• WHAT YOU ARE ASKED TO DO: From the top of the entries, reproduce each line exactly, stopping after the line that contains "height:21px; margin:-10.5px; padding:0". Omit pictures.

• SOURCE DATA:
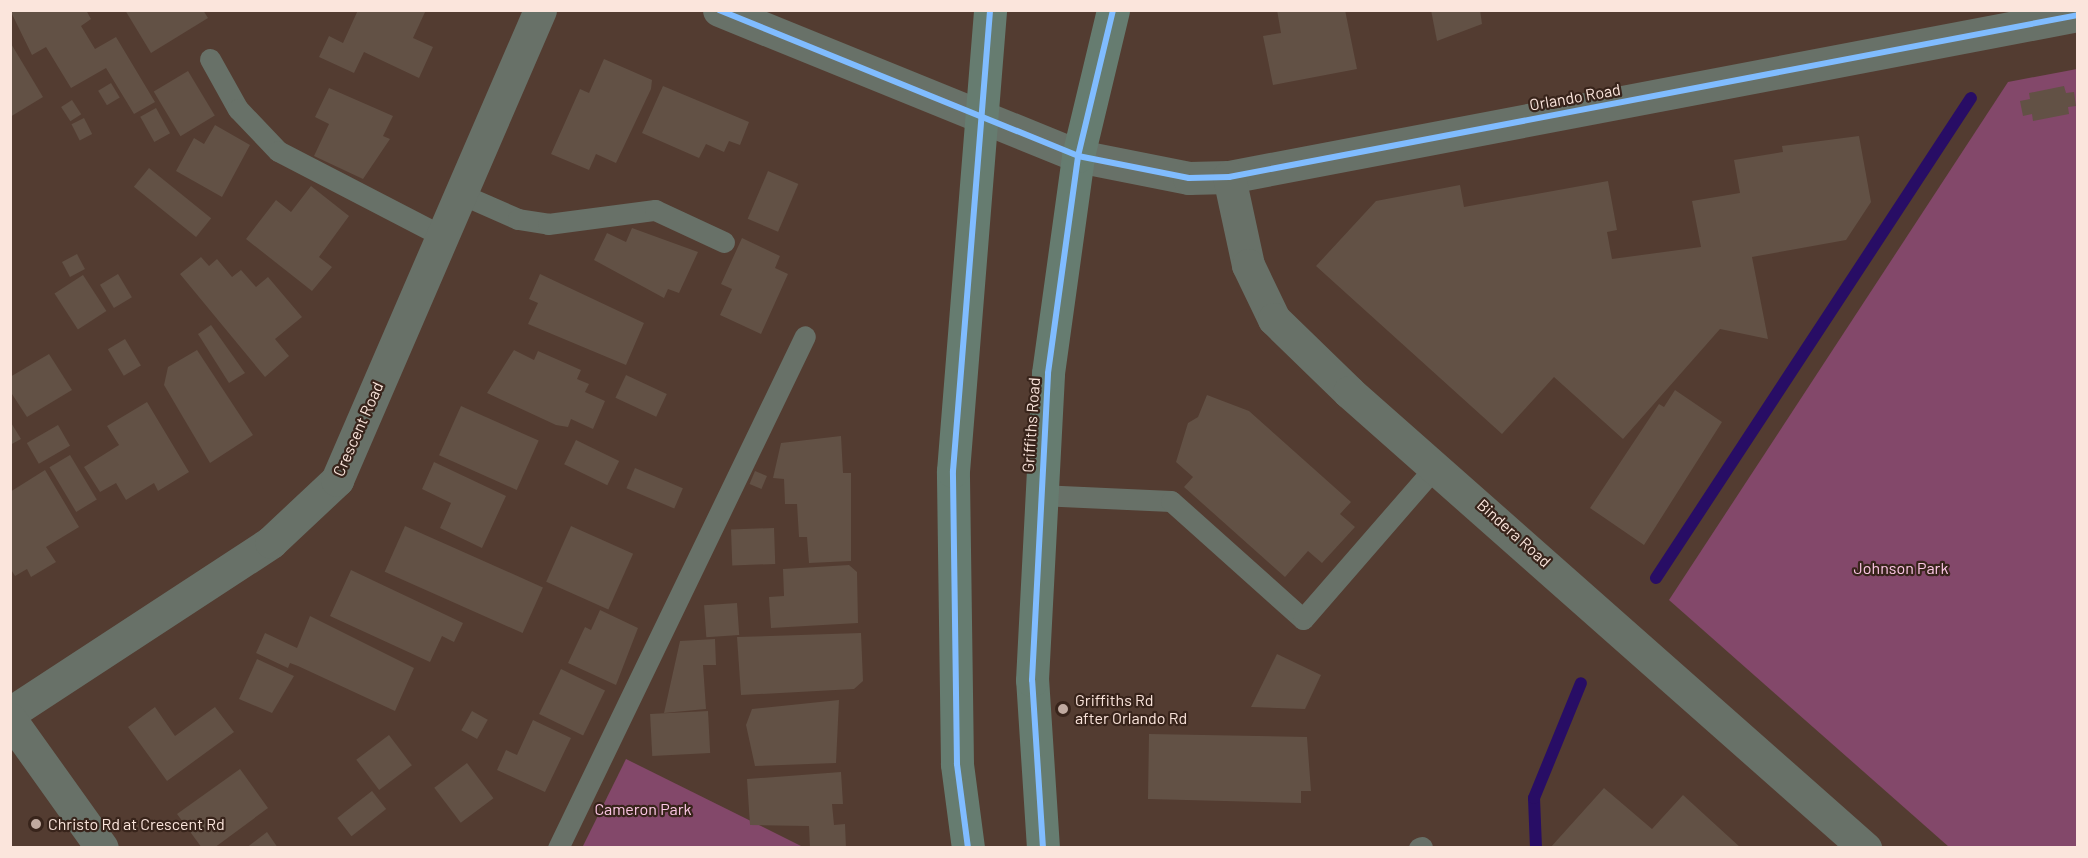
<!DOCTYPE html>
<html>
<head>
<meta charset="utf-8">
<style>
  body { margin:0 }
  #map { position:relative; width:2088px; height:858px; overflow:hidden; background:#533c31; font-family:Barlow,sans-serif }
  div>[style] { position:absolute }
  .green>* { inset:0; background:#83486a }
  .stream>* { height:12px; margin:-6px; padding:0 6px; transform-origin:6px; border-radius:6px; background:#280d65 }
  .building>* { inset:0; background:#625145; transform-origin:0 0 }
  .service>* { height:21px; margin:-10.5px; padding:0 10.5px; transform-origin:10.5px; border-radius:10.5px; background:#687168 }
  .minor>* { height:33px; margin:-16.5px; padding:0 16.5px; transform-origin:16.5px; border-radius:16.5px; background:#687168 }
  .trunk>* { height:33px; margin:-16.5px; padding:0 16.5px; transform-origin:16.5px; border-radius:16.5px; background:#667c70 }
  .cycleway>* { height:6px; margin:-3px; padding:0 3px; transform-origin:3px; border-radius:3px; background:#80bcff }
  .dots>* { width:16px; height:16px; translate:-50% -50%; box-sizing:border-box; border:3px solid #38241b; border-radius:50% }
  span { translate:-50% -50%; white-space:nowrap; text-align:center; line-height:1.15; -webkit-text-stroke:4.5px #38241b; paint-order:stroke }
  .street-label { font-size:16px; color:#fbe5dc }
  .park-label { font-size:16px; color:#fcc7e5 }
  .poi-label { font-size:16px; color:#fbe5dc }
  .left { translate:0 -50%; text-align:left }
  .frame { position:absolute; inset:0; border:12px solid #fbe5dc; pointer-events:none }
</style>
</head>
<body>
<div id="map">
  <div class="green">
    <i style="clip-path:polygon(2077px 69px,2077px 847px,1949px 847px,1669px 600px,2008px 82px)"></i>
    <i style="clip-path:polygon(626px 759px,803px 847px,582px 848px)"></i>
  </div>
  <div class="stream">
    <i style="left:1656px;top:578px;width:574px;rotate:-56.73deg"></i>
    <i style="left:1536px;top:848px;width:50px;rotate:-92.3deg"></i>
    <i style="left:1534px;top:798px;width:124px;rotate:-67.8deg"></i>
  </div>
  <div class="building">
    <i style="clip-path:polygon(10px 10px,86px 10px,91px 19px,81px 26px,95px 49px,116px 37px,155px 102px,134px 114px,106px 68px,71px 88px,46px 47px,32px 55px)"></i>
    <i style="clip-path:polygon(125px 10px,203px 10px,208px 18px,151px 53px)"></i>
    <i style="clip-path:polygon(358px 10px,426px 10px,413px 38px,433px 47px,419px 78px,364px 52px,354px 73px,319px 57px,329px 36px,343px 43px)"></i>
    <i style="clip-path:polygon(1277px 10px,1345px 10px,1357px 69px,1273px 85px,1263px 36px,1281px 33px)"></i>
    <i style="clip-path:polygon(1431px 10px,1480px 10px,1482px 24px,1437px 41px)"></i>
    <i style="clip-path:polygon(10px 42px,43px 97px,10px 117px)"></i>
    <i style="clip-path:polygon(604px 59px,652px 80px,651px 89px,616px 163px,596px 154px,589px 170px,551px 154px,580px 89px,589px 93px)"></i>
    <i style="left:188px;top:71px;width:52px;height:40px;rotate:59deg"></i>
    <i style="left:111px;top:83px;width:17px;height:15px;rotate:59deg"></i>
    <i style="clip-path:polygon(663px 86px,749px 122px,740px 145px,729px 141px,724px 152px,706px 144px,699px 158px,642px 133px)"></i>
    <i style="clip-path:polygon(2064px 86px,2066px 93px,2074px 92px,2076px 106px,2068px 107px,2069px 114px,2033px 121px,2032px 114px,2023px 116px,2020px 101px,2030px 99px,2029px 93px)"></i>
    <i style="clip-path:polygon(329px 88px,393px 116px,383px 136px,390px 139px,363px 179px,314px 156px,329px 124px,315px 117px)"></i>
    <i style="left:72px;top:100px;width:17px;height:13px;rotate:57deg"></i>
    <i style="left:156px;top:108px;width:29px;height:18px;rotate:61deg"></i>
    <i style="left:84px;top:118px;width:18px;height:14px;rotate:63deg"></i>
    <i style="clip-path:polygon(215px 125px,250px 145px,222px 197px,176px 171px,194px 138px,204px 144px)"></i>
    <i style="clip-path:polygon(1859px 136px,1871px 202px,1846px 240px,1752px 257px,1768px 339px,1720px 329px,1623px 439px,1554px 377px,1502px 434px,1316px 266px,1376px 201px,1460px 185px,1464px 207px,1608px 181px,1617px 230px,1607px 232px,1612px 259px,1701px 247px,1692px 201px,1740px 193px,1734px 160px,1783px 152px,1782px 146px)"></i>
    <i style="left:149px;top:168px;width:80px;height:24px;rotate:39deg"></i>
    <i style="left:768px;top:171px;width:33px;height:52px;rotate:23deg"></i>
    <i style="clip-path:polygon(311px 186px,349px 216px,319px 257px,332px 267px,312px 291px,246px 239px,276px 200px,291px 212px)"></i>
    <i style="clip-path:polygon(632px 228px,698px 252px,679px 293px,668px 289px,664px 298px,594px 260px,607px 233px,626px 242px)"></i>
    <i style="clip-path:polygon(742px 238px,780px 256px,775px 268px,788px 274px,761px 334px,720px 315px,732px 289px,721px 284px)"></i>
    <i style="left:77px;top:254px;width:17px;height:17px;rotate:62deg"></i>
    <i style="clip-path:polygon(201px 257px,209px 266px,217px 259px,232px 277px,241px 270px,256px 287px,268px 277px,302px 317px,275px 339px,289px 356px,265px 377px,180px 274px)"></i>
    <i style="left:118px;top:274px;width:27px;height:21px;rotate:59deg"></i>
    <i style="clip-path:polygon(540px 274px,644px 323px,626px 365px,528px 324px,538px 303px,529px 299px)"></i>
    <i style="left:83px;top:275px;width:43px;height:34px;rotate:57deg"></i>
    <i style="clip-path:polygon(211px 325px,245px 373px,229px 383px,198px 334px)"></i>
    <i style="left:125px;top:339px;width:31px;height:20px;rotate:59deg"></i>
    <i style="clip-path:polygon(197px 350px,253px 435px,210px 463px,164px 385px,168px 367px)"></i>
    <i style="clip-path:polygon(514px 350px,534px 360px,538px 351px,581px 370px,577px 379px,589px 384px,585px 392px,605px 401px,593px 429px,571px 419px,568px 427px,556px 425px,487px 393px)"></i>
    <i style="clip-path:polygon(49px 354px,72px 390px,27px 417px,10px 391px,10px 377px)"></i>
    <i style="left:626px;top:375px;width:45px;height:25px;rotate:25deg"></i>
    <i style="clip-path:polygon(1675px 390px,1722px 422px,1644px 545px,1590px 508px,1659px 404px,1664px 407px)"></i>
    <i style="clip-path:polygon(1207px 395px,1249px 411px,1351px 502px,1340px 514px,1355px 527px,1322px 563px,1308px 551px,1285px 577px,1184px 487px,1193px 477px,1176px 462px,1188px 423px,1198px 417px)"></i>
    <i style="clip-path:polygon(147px 402px,189px 472px,158px 491px,154px 483px,126px 500px,116px 483px,100px 492px,84px 467px,119px 445px,107px 426px)"></i>
    <i style="left:461px;top:406px;width:85px;height:54px;rotate:24deg"></i>
    <i style="clip-path:polygon(10px 421px,21px 439px,10px 445px)"></i>
    <i style="left:58px;top:425px;width:24px;height:36px;rotate:60deg"></i>
    <i style="clip-path:polygon(841px 436px,843px 473px,851px 473px,851px 561px,809px 563px,807px 537px,799px 537px,797px 504px,785px 504px,784px 479px,773px 478px,781px 443px)"></i>
    <i style="left:576px;top:440px;width:48px;height:27px;rotate:26deg"></i>
    <i style="left:70px;top:455px;width:52px;height:24px;rotate:59deg"></i>
    <i style="clip-path:polygon(434px 462px,506px 496px,482px 548px,440px 528px,451px 503px,422px 489px)"></i>
    <i style="left:635px;top:468px;width:52px;height:22px;rotate:23deg"></i>
    <i style="clip-path:polygon(45px 470px,79px 527px,46px 547px,56px 562px,31px 577px,27px 569px,15px 576px,10px 568px,10px 492px)"></i>
    <i style="left:755px;top:471px;width:13px;height:14px;rotate:23deg"></i>
    <i style="left:405px;top:526px;width:151px;height:50px;rotate:24deg"></i>
    <i style="left:571px;top:526px;width:68px;height:61px;rotate:24deg"></i>
    <i style="left:774px;top:528px;width:36px;height:43px;rotate:88deg"></i>
    <i style="clip-path:polygon(849px 565px,857px 572px,858px 623px,771px 628px,769px 597px,784px 596px,783px 569px)"></i>
    <i style="clip-path:polygon(351px 570px,463px 623px,454px 642px,442px 636px,430px 662px,330px 616px)"></i>
    <i style="left:737px;top:603px;width:32px;height:33px;rotate:86deg"></i>
    <i style="clip-path:polygon(600px 610px,638px 628px,616px 685px,568px 663px,585px 627px,591px 630px)"></i>
    <i style="clip-path:polygon(310px 616px,414px 668px,395px 711px,298px 666px,290px 663px,288px 668px,256px 653px,265px 633px,297px 648px)"></i>
    <i style="clip-path:polygon(861px 633px,863px 681px,854px 689px,741px 695px,737px 637px)"></i>
    <i style="clip-path:polygon(715px 639px,716px 665px,703px 665px,706px 709px,664px 713px,680px 641px)"></i>
    <i style="clip-path:polygon(1277px 654px,1321px 675px,1305px 709px,1251px 707px)"></i>
    <i style="clip-path:polygon(257px 659px,294px 676px,272px 713px,239px 699px)"></i>
    <i style="left:561px;top:669px;width:49px;height:50px;rotate:26deg"></i>
    <i style="clip-path:polygon(839px 700px,836px 763px,755px 766px,746px 725px,752px 709px)"></i>
    <i style="clip-path:polygon(155px 707px,175px 736px,215px 707px,234px 732px,167px 781px,128px 727px)"></i>
    <i style="left:472px;top:711px;width:18px;height:22px;rotate:29deg"></i>
    <i style="left:708px;top:711px;width:42px;height:58px;rotate:87deg"></i>
    <i style="clip-path:polygon(533px 720px,571px 738px,545px 792px,497px 770px,506px 750px,517px 755px)"></i>
    <i style="clip-path:polygon(1149px 734px,1307px 737px,1311px 791px,1301px 791px,1301px 803px,1148px 799px)"></i>
    <i style="left:389px;top:735px;width:38px;height:41px;rotate:53deg"></i>
    <i style="left:467px;top:763px;width:44px;height:41px;rotate:53deg"></i>
    <i style="clip-path:polygon(240px 769px,268px 808px,214px 848px,202px 848px,177px 814px)"></i>
    <i style="clip-path:polygon(841px 772px,843px 804px,832px 804px,834px 825px,845px 824px,846px 848px,810px 848px,809px 826px,750px 825px,747px 779px)"></i>
    <i style="clip-path:polygon(1604px 788px,1652px 829px,1683px 795px,1741px 848px,1550px 848px)"></i>
    <i style="left:372px;top:791px;width:23px;height:44px;rotate:52deg"></i>
    <i style="clip-path:polygon(267px 832px,278px 848px,246px 848px)"></i>
  </div>
  <div class="service">
    <i style="left:210px;top:59px;width:57px;rotate:60.8deg"></i>
    <i style="left:238px;top:109px;width:58px;rotate:46.4deg"></i>
    <i style="left:278px;top:151px;width:185px;rotate:27.4deg"></i>
    <i style="left:461px;top:194px;width:62px;rotate:23.7deg"></i>
    <i style="left:518px;top:219px;width:30px;rotate:9deg"></i>
    <i style="left:548px;top:224px;width:108px;rotate:-7.5deg"></i>
    <i style="left:655px;top:210px;width:76px;rotate:24.9deg"></i>
    <i style="left:1039px;top:495px;width:132px;rotate:2.6deg"></i>
    <i style="left:1171px;top:501px;width:177px;rotate:41.8deg"></i>
    <i style="left:1303px;top:619px;width:204px;rotate:-49deg"></i>
    <i style="left:558px;top:848px;width:568px;rotate:-64.25deg"></i>
    <i style="left:1419px;top:848px;width:3px;rotate:-18deg"></i>
  </div>
  <div class="minor">
    <i style="left:719px;top:10px;width:388px;rotate:22.1deg"></i>
    <i style="left:1078px;top:156px;width:113px;rotate:11.2deg"></i>
    <i style="left:1189px;top:178px;width:40px;rotate:-1.4deg"></i>
    <i style="left:1229px;top:177px;width:864px;rotate:-10.8deg"></i>
    <i style="left:1229px;top:177px;width:90px;rotate:77.8deg"></i>
    <i style="left:1248px;top:265px;width:60px;rotate:64.3deg"></i>
    <i style="left:1274px;top:319px;width:105px;rotate:44.2deg"></i>
    <i style="left:1349px;top:392px;width:689px;rotate:41.47deg"></i>
    <i style="left:10px;top:713px;width:312px;rotate:-33.2deg"></i>
    <i style="left:271px;top:542px;width:91px;rotate:-43.2deg"></i>
    <i style="left:337px;top:480px;width:512px;rotate:-66.64deg"></i>
    <i style="left:10px;top:719px;width:158px;rotate:54.5deg"></i>
  </div>
  <div class="trunk">
    <i style="left:968px;top:848px;width:85px;rotate:-97.5deg"></i>
    <i style="left:957px;top:764px;width:293px;rotate:-90.8deg"></i>
    <i style="left:953px;top:471px;width:462px;rotate:-85.4deg"></i>
    <i style="left:1043px;top:848px;width:168px;rotate:-93.7deg"></i>
    <i style="left:1032px;top:680px;width:307px;rotate:-87deg"></i>
    <i style="left:1048px;top:373px;width:219px;rotate:-82.1deg"></i>
    <i style="left:1078px;top:156px;width:150px;rotate:-76.5deg"></i>
  </div>
  <div class="cycleway">
    <i style="left:719px;top:10px;width:388px;rotate:22.1deg"></i>
    <i style="left:1078px;top:156px;width:113px;rotate:11.2deg"></i>
    <i style="left:1189px;top:178px;width:40px;rotate:-1.4deg"></i>
    <i style="left:1229px;top:177px;width:864px;rotate:-10.8deg"></i>
    <i style="left:968px;top:848px;width:85px;rotate:-97.5deg"></i>
    <i style="left:957px;top:764px;width:293px;rotate:-90.8deg"></i>
    <i style="left:953px;top:471px;width:462px;rotate:-85.4deg"></i>
    <i style="left:1043px;top:848px;width:168px;rotate:-93.7deg"></i>
    <i style="left:1032px;top:680px;width:307px;rotate:-87deg"></i>
    <i style="left:1048px;top:373px;width:219px;rotate:-82.1deg"></i>
    <i style="left:1078px;top:156px;width:150px;rotate:-76.5deg"></i>
  </div>
  <div class="dots">
    <i style="left:1063px;top:709px;background:#c0aaa0"></i>
    <i style="left:36px;top:824px;background:#c0aaa0"></i>
  </div>
  <div class="street-label">
    <span style="left:1575px;top:97px;rotate:-10deg">Orlando Road</span>
    <span style="left:1031px;top:425px;rotate:-86deg">Griffiths Road</span>
    <span style="left:358px;top:429px;rotate:-66deg">Crescent Road</span>
    <span style="left:1514px;top:533px;rotate:42deg">Bindera Road</span>
  </div>
  <div class="park-label">
    <span style="left:1901px;top:568px">Johnson Park</span>
    <span style="left:643px;top:809px">Cameron Park</span>
  </div>
  <div class="poi-label">
    <span class="left" style="left:1075px;top:709px">Griffiths Rd<br>after Orlando Rd</span>
    <span class="left" style="left:48px;top:824px">Christo Rd at Crescent Rd</span>
  </div>
  <div class="frame"></div>
</div>
</body>
</html>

• TASK RESULT:
<!DOCTYPE html>
<html>
<head>
<meta charset="utf-8">
<style>
  body { margin:0 }
  #map { position:relative; width:2088px; height:858px; overflow:hidden; background:#533c31; font-family:Barlow,sans-serif }
  div>[style] { position:absolute }
  .green>* { inset:0; background:#83486a }
  .stream>* { height:12px; margin:-6px; padding:0 6px; transform-origin:6px; border-radius:6px; background:#280d65 }
  .building>* { inset:0; background:#625145; transform-origin:0 0 }
  .service>* { height:21px; margin:-10.5px; padding:0 10.5px; transform-origin:10.5px; border-radius:10.5px; background:#687168 }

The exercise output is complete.